Frank Costanza: Many Christmases ago, I went to buy a doll for my son. I reached for the last one they had, but so did another man. As I rained blows upon him, I realized there had to be another way.

Cosmo Kramer: What happened to the doll?

Frank Costanza: It was destroyed. But out of that a new holiday was born: a Festivus for the rest of us!

In the Seinfeld episode ("The Strike"), the celebration of Festivus involves an aluminum pole, feats of strength, and a ritual airing of grievances. It is not, at least in George's view, an occasion of celebration, but rather a holiday to be endured. The idea of Festivus has nonetheless leapt from the small screen into the popular imagination.

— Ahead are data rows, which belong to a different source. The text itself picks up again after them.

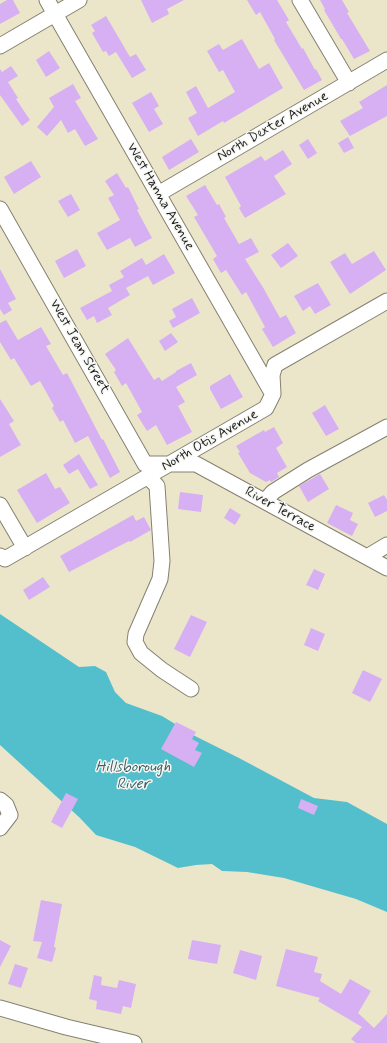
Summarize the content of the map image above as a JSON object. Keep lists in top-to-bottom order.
{
  "streets": {
    "street": [
      "North Dexter Avenue",
      "West Hanna Avenue",
      "West Jean Street",
      "North Otis Avenue",
      "River Terrace"
    ]
  },
  "crossings": [
    ["North Dexter Avenue", "West Hanna Avenue"],
    ["West Hanna Avenue", "North Otis Avenue"],
    ["West Jean Street", "North Otis Avenue"],
    ["West Jean Street", "River Terrace"],
    ["North Otis Avenue", "River Terrace"]
  ],
  "water": ["Hillsborough River"]
}
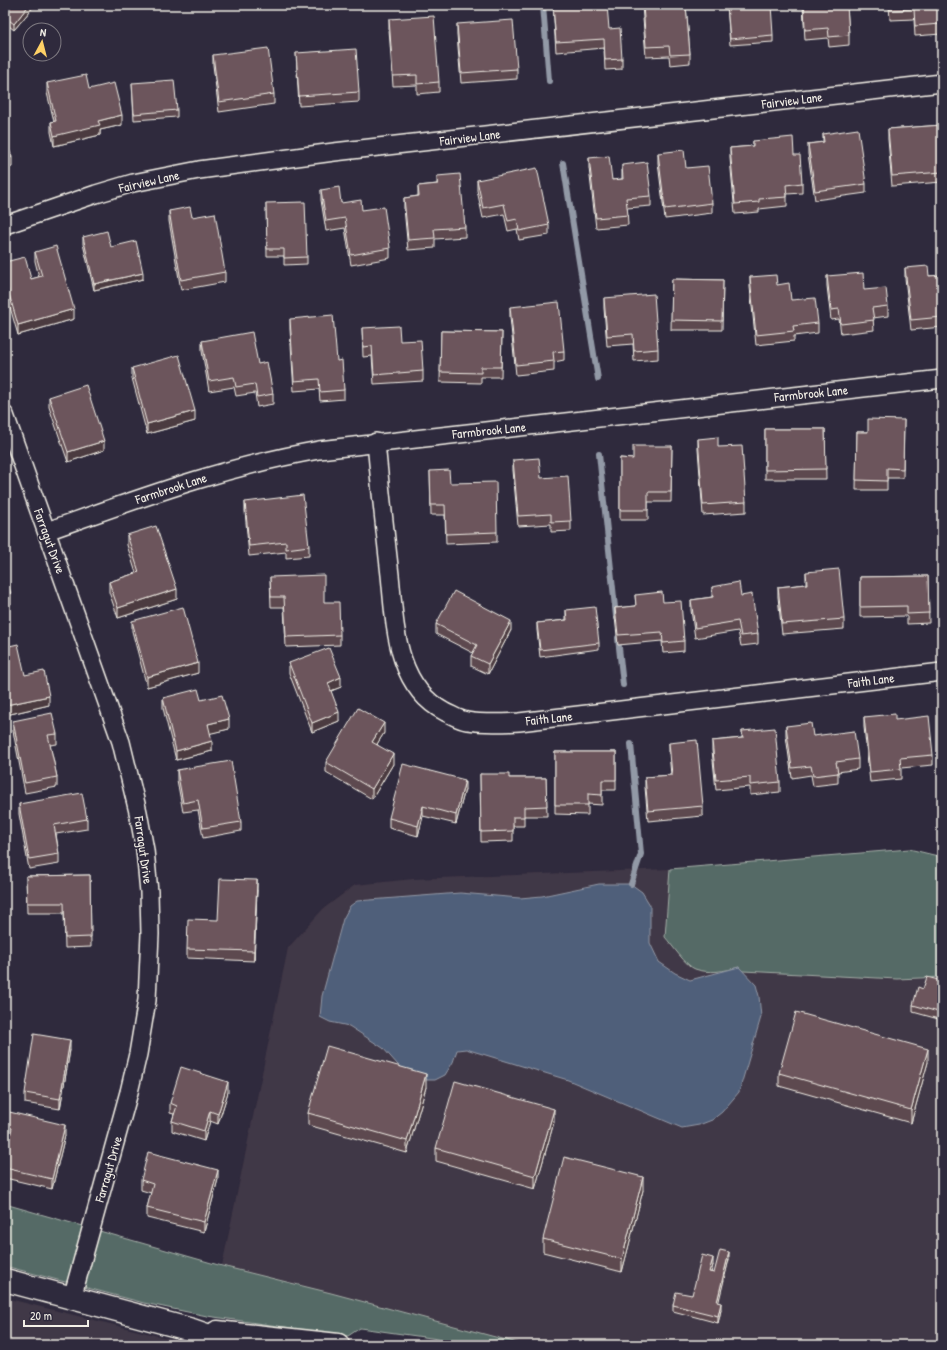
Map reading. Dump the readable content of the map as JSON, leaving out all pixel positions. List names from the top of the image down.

Need a Festivus pole for your own real-life celebration? You can buy a six-foot floor model online.

As it turns out, Festivus did not spring fully formed from the heads of Seinfeld's writers. It sprang from the imagination of Daniel O'Keefe Sr., the father of one of those writers. The O'Keefe family actually celebrated Festivus annually during the 1970's and 80's while Dan O'Keefe and his two younger brothers were growing up. But as the author explains in The Real Festivus, the holiday they observed was rather different from--if no less bizarre than--the celebration popularized on television:

"Though only a family of five originally celebrated Festivus, these days it is celebrated by literally dozens of prisoners, college students, and bored people in rural areas across this great nation. And some crappier nations like Canada and Uruguay. And God bless them all and keep them from rape and thresher accidents. But they're doing it all wrong."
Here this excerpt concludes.